Out of hundreds of characters rolled up and played in our games, I've seen one reigning queen, two crown princes*, one other prince^ and one princess, several member-of-parliament equivalents, and a couple of minor nobles. This doesn't include a few other characters who came into (or seized!) rulership as a result of or part of play; this is what they started as.

* - one of which was the very first character I ever played - beginner's luck?
^ - in a truly amazing bit of rolling which I-as-DM witnessed, this second-in-line prince and the other crown prince were rolled at the same time by two different players, each at odds of considerably worse than 1 : 1000. They were of different species and cultures, thus not brothers.
 

This is a wild claim. It assumes that fidelity to a character must be measured externally, as if there's an authoritative benchmark. But that's an odd standard. It dismisses a person’s ability to assess their own thoughts and intentions.

You also disregard subjective portrayal. In roleplaying, internal consistency is the norm. If I say my character is cautious, but I play them recklessly without reason, I’m not staying true to my concept. But I don’t need someone else’s metric to realize that. My own creative goals provide the standard.

This argument doesn’t hold up under scrutiny. It casually dismisses the value of self-awareness and introspection. Worse, it seems to undermine the legitimacy of self-directed creativity. An idea that, if taken seriously, would reduce personal expression in roleplay to something dangerously limited.
Not wild at all. You can obviously roleplay however you want.

But you can't call it a faithful portrayal without being able to measure it against something to be faithful to. I'm not arguing about the play, I'm arguing about the terminology.
 

Link doesn't work for me, but if it's what I think it is, the author's revision is that they consider "neotrad" to be a misappellation to the playstyle laid out in the original post, and that "neotrad" should refer to game design, while "OC" should apply to the playstyle, yes?
Yes, a designer introduced the term to describe what they were doing, another commentator defined it further, and then the Six Cultures article muddied the waters but was later recanted (to agree it labelled a design trend.) So far, it has proved predictive.
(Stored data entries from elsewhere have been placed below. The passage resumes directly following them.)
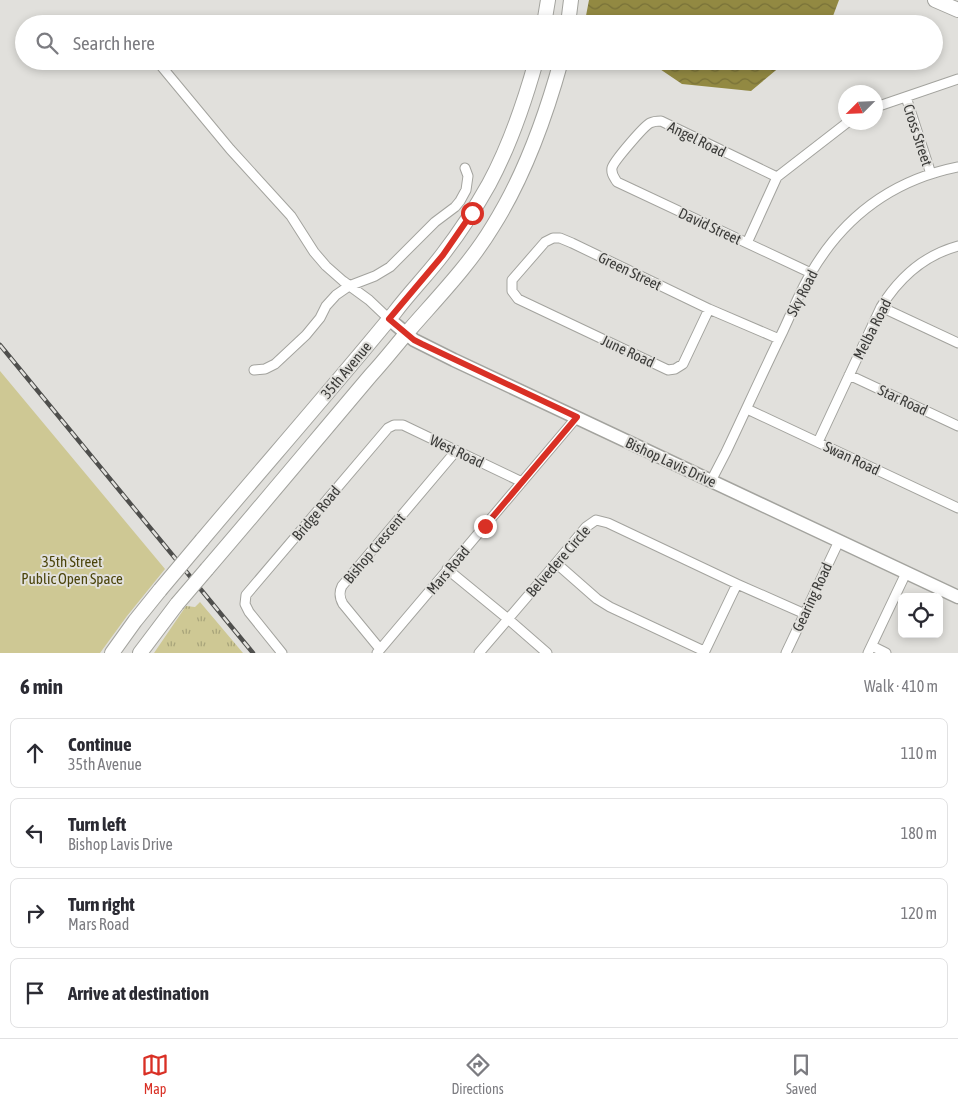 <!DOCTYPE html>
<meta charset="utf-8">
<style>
body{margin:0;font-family:"Asap Condensed",sans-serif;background:#f7f7f7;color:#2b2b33}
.controls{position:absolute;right:15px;bottom:15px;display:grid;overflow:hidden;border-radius:8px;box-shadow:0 2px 8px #0003}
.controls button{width:45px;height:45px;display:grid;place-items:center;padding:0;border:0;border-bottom:1px solid #e1e1e2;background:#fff;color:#2b2b33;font:25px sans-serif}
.compass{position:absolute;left:838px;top:85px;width:45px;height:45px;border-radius:50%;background:#fff;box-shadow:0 2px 8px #0003;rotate:246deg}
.stop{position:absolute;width:15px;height:15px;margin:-11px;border:4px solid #d93025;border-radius:50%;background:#fff}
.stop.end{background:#d93025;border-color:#fff;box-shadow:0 1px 5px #0008}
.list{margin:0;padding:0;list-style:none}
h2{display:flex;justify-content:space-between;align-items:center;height:65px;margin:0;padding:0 20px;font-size:21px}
h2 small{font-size:16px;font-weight:400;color:#7c7c81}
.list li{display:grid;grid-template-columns:32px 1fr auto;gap:15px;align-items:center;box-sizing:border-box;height:70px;margin:0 10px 10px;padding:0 10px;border:1px solid #e1e1e2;border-radius:8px}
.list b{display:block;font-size:19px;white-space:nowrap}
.list p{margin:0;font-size:16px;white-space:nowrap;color:#7c7c81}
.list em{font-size:16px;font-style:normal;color:#7c7c81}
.icon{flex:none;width:28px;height:28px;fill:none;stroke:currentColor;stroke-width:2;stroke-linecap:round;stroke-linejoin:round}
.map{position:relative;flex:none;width:958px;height:653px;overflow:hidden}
.search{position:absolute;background:#fff;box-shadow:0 2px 8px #0003;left:15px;right:15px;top:15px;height:55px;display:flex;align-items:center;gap:12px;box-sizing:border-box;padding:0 18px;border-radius:28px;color:#7c7c81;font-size:19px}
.sheet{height:385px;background:#fff}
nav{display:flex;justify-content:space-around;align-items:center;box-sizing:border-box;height:70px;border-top:1px solid #e1e1e2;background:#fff;font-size:14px;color:#7c7c81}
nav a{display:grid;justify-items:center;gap:2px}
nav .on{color:#d93025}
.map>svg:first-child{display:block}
</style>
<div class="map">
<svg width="958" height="653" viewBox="0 0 958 653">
<defs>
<pattern id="grass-tufts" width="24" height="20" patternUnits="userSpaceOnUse" patternTransform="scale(1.25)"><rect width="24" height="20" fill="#cec894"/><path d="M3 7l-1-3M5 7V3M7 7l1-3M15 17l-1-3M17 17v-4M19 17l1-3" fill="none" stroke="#a8a47a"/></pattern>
<pattern id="water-waves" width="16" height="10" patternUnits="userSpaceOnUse" patternTransform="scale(1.25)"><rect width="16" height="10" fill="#928942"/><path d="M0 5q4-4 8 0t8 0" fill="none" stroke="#787138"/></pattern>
</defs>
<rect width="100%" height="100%" fill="#e1e0dc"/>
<!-- grass -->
<path fill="url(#grass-tufts)" d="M200 602 243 653H154L186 606 195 607Z"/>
<!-- park -->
<path fill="#cec894" d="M0 371 165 569 127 616 100 653H0Z"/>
<!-- water -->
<path fill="url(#water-waves)" d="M589 0H839L830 24H590L585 21Z
M648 61H787L751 91 682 84Z"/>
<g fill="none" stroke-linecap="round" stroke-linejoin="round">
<defs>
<path id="street" d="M157 61 230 149 291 216 314 252 326 266 343 281 369 300 389 319
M906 97 931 174
M876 107 958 79
M777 177 661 121C657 121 654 121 650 123 644 126 613 162 612 168 611 174 614 177 617 182L811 273
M747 243 777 177 848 122
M881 307 958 343
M709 309 683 364 675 369 668 370 518 299 512 291V280L545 242 553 238H560L572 243 709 309 779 339
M254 370 265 369 275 364 306 335 320 318 326 306 336 295 349 286 375 276 390 267 435 222 455 207 460 201 466 190 468 176 465 168
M849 375 958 426
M747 409 958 508
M818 442 881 307C899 278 925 255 958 246
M711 481 726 452C745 412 763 372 783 331 792 312 800 291 811 273 845 215 893 180 958 167
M556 563 597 599 610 607 704 651
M447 569 508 619 547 653
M872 646 886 653
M380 649 343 604C339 597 339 592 342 586L456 451
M282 653 249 612 245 604 246 595 388 428 394 425H403L522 482
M377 653 577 417
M479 653 556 563 586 527 596 520 608 523 737 584 805 614
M704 653 737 584
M786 653 839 541
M868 653 906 573"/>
<path id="secondary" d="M389 319 414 340 454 360 958 597"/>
<path id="primary" d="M935 0 958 10
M544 24 548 0
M568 24 571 0
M202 540C266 464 332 389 395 312 410 292 428 274 443 254 460 232 475 209 489 184 510 145 524 104 536 61
M207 569C262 505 316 440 371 375 383 362 394 348 405 335 436 299 469 266 493 226 525 175 545 119 561 61
M112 653 135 621 160 590
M140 653 177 604"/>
</defs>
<!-- street casing -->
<use href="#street" stroke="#a3a39e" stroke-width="11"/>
<!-- secondary casing -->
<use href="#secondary" stroke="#a3a39e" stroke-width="15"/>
<!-- primary casing -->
<use href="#primary" stroke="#a3a39e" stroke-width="16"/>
<!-- street -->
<use href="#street" stroke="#fff" stroke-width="9"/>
<!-- secondary -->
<use href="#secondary" stroke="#fff" stroke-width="12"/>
<!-- primary -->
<use href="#primary" stroke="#fff" stroke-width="14"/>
<defs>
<path id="rail" d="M0 345 253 653"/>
</defs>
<!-- rail casing -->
<use href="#rail" stroke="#4f4f4d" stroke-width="4.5"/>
<!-- rail -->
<use href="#rail" stroke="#e1e0dc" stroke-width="2.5" stroke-dasharray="8" stroke-linecap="butt"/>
<defs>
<path id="primary-bridge" d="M160 590 202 540
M177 604 207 569"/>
</defs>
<!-- primary-bridge casing -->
<use href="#primary-bridge" stroke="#a3a39e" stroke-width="16" stroke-linecap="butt"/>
<!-- primary-bridge -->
<use href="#primary-bridge" stroke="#fff" stroke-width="14"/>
</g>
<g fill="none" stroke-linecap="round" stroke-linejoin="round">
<!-- route -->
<path stroke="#d93025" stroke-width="6" d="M472 213 443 255 389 319 414 340 422 344 577 417 485 526"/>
</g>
<g text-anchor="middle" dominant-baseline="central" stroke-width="4" stroke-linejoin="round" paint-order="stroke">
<!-- street labels -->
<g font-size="15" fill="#3c3c3a" stroke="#e1e0dc">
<text transform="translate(918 135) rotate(72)">Cross Street</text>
<text transform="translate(697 139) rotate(26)">Angel Road</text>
<text transform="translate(710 226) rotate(25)">David Street</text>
<text transform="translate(630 271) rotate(26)">Green Street</text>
<text transform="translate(802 293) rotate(-63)">Sky Road</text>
<text transform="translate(872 329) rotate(-63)">Melba Road</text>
<text transform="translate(628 351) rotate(25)">June Road</text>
<text transform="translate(346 370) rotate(-50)">35th Avenue</text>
<text transform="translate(903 400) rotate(25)">Star Road</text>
<text transform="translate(457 451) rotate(25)">West Road</text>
<text transform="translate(852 458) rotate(25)">Swan Road</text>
<text transform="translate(671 462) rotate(25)">Bishop Lavis Drive</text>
<text transform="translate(316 513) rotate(-50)">Bridge Road</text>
<text transform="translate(374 548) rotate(-50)">Bishop Crescent</text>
<text transform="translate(558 561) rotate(-49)">Belvedere Circle</text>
<text transform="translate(448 570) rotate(-50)">Mars Road</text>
<text transform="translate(812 597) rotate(-65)">Gearing Road</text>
</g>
<!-- park labels -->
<g font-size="15" fill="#4b440b" stroke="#e1e0dc">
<text x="72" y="561">35th Street<tspan x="72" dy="17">Public Open Space</tspan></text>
</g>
</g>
</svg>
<div class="controls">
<button><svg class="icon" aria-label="locate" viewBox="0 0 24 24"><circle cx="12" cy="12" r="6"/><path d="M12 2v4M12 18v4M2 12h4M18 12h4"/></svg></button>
</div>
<svg class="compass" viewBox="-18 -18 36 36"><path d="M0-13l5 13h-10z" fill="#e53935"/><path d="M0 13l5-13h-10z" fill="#7c7c81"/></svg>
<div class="stop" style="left:472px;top:213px"></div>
<div class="stop end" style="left:485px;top:526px"></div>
<div class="search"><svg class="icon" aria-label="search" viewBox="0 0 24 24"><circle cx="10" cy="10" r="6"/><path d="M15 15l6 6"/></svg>Search here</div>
</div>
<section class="sheet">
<h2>6 min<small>Walk · 410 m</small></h2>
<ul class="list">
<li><svg class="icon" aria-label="ahead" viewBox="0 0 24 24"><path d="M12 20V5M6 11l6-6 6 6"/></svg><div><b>Continue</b><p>35th Avenue</p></div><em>110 m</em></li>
<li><svg class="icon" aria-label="left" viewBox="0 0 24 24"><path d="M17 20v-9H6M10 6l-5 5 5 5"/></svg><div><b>Turn left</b><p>Bishop Lavis Drive</p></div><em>180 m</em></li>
<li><svg class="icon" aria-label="right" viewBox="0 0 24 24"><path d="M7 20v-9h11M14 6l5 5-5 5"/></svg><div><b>Turn right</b><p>Mars Road</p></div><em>120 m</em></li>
<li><svg class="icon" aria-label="arrive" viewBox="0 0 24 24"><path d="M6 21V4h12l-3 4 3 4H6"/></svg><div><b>Arrive at destination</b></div></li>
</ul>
</section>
<nav>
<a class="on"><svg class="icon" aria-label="map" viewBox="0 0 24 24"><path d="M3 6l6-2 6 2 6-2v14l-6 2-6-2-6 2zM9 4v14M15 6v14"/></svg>Map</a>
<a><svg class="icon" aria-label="directions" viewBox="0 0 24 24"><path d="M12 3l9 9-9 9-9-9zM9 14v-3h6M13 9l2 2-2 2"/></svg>Directions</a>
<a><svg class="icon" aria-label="saved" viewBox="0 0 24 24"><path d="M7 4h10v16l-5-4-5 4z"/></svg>Saved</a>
</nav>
I, however, have no problem with "neotrad" being used for that playstyle, instead viewing "OC" as the misappellation, and further that there is a burgeoning new playstyle that warrants being called "OC". Essentially, I see "trad", "neotrad" and "OC" as 3 different playstyles with enough overlap to be considered somewhat of a continuum, albeit with a crucial enough difference to be considered separate (I could also see an argument for them being 3 subtypes of a broader playstyle).
OC is a distinct playstyle. Games developed following neotrad ideas lend themselves to it.
 

No. That is wrong. If I establish through play that my character is a certain way, I can in fact faithfully stick to it or faithfully betray it for reasons of personality/backstory, etc. I need no mechanic or reward system in order to do that.

The key is that the character of the character has been established through roleplaying, background, alignment(if the players choose to use it), and what the players tell the table about their character's character.
You can do that; you just can't call it faithful. Being faithful to your headcanon doesn't count.

If you've made external declarations as to how you're attempting to portray the character, than that's fine. It doesn't have to be a mechanic. But it can't just be in your head.
 

While 5e might have it that way by RAW, 5e rules are far from perfect and this is a good example.

Picking a lock really shouldn't be do-able while in initiative (i.e. combat) as it'll simply take too long given 5e's very short combat rounds. (this is one of the rare instances where 1e's one-minute rounds actually work quite well)

For the purposes of discussion I'd rather not hang my hat on a bad rule, even if it is what the book says.
I see a distinction between arguing a rule in a rules discussion, and hanging my hat on that rule in my game. People shouldn't assume that I necessarily run my game the way I argue here unless I say so.